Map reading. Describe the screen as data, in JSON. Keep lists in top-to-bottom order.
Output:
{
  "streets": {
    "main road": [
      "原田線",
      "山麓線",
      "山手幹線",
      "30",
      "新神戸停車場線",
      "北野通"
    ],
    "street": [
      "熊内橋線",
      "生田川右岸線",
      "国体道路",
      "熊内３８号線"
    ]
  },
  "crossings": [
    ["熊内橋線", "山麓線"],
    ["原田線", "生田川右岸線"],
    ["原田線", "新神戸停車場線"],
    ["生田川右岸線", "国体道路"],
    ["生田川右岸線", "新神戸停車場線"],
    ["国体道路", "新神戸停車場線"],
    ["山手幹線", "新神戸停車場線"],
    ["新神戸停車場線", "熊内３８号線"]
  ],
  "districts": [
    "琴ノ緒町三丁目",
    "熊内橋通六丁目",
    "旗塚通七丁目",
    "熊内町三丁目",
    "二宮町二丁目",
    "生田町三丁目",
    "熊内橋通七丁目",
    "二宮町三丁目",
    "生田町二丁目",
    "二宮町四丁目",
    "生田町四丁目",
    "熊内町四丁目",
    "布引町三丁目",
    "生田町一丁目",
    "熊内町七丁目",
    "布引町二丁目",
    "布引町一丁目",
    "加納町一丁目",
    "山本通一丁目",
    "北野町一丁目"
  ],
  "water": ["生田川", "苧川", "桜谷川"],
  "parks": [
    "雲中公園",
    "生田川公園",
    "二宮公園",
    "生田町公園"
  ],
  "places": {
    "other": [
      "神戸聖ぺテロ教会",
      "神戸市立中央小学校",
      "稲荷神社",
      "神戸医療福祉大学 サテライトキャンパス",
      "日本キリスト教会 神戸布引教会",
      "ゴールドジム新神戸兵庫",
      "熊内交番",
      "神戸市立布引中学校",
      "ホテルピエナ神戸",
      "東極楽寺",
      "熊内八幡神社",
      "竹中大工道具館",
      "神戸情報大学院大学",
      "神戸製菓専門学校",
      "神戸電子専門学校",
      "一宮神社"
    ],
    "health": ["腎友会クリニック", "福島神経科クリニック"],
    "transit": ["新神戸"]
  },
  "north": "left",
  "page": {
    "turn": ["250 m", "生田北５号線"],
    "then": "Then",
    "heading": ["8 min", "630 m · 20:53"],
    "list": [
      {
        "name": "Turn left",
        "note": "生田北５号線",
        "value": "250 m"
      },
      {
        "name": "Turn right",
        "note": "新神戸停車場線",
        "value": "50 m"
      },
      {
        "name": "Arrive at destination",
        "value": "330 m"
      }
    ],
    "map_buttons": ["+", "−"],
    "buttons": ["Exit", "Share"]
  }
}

+++

▶ _TASK TO CARRY OUT_: Say how many lines in the listing include the word "name", giving nothing but the number.

▶ _SOLUTION FOR THIS TASK_: 3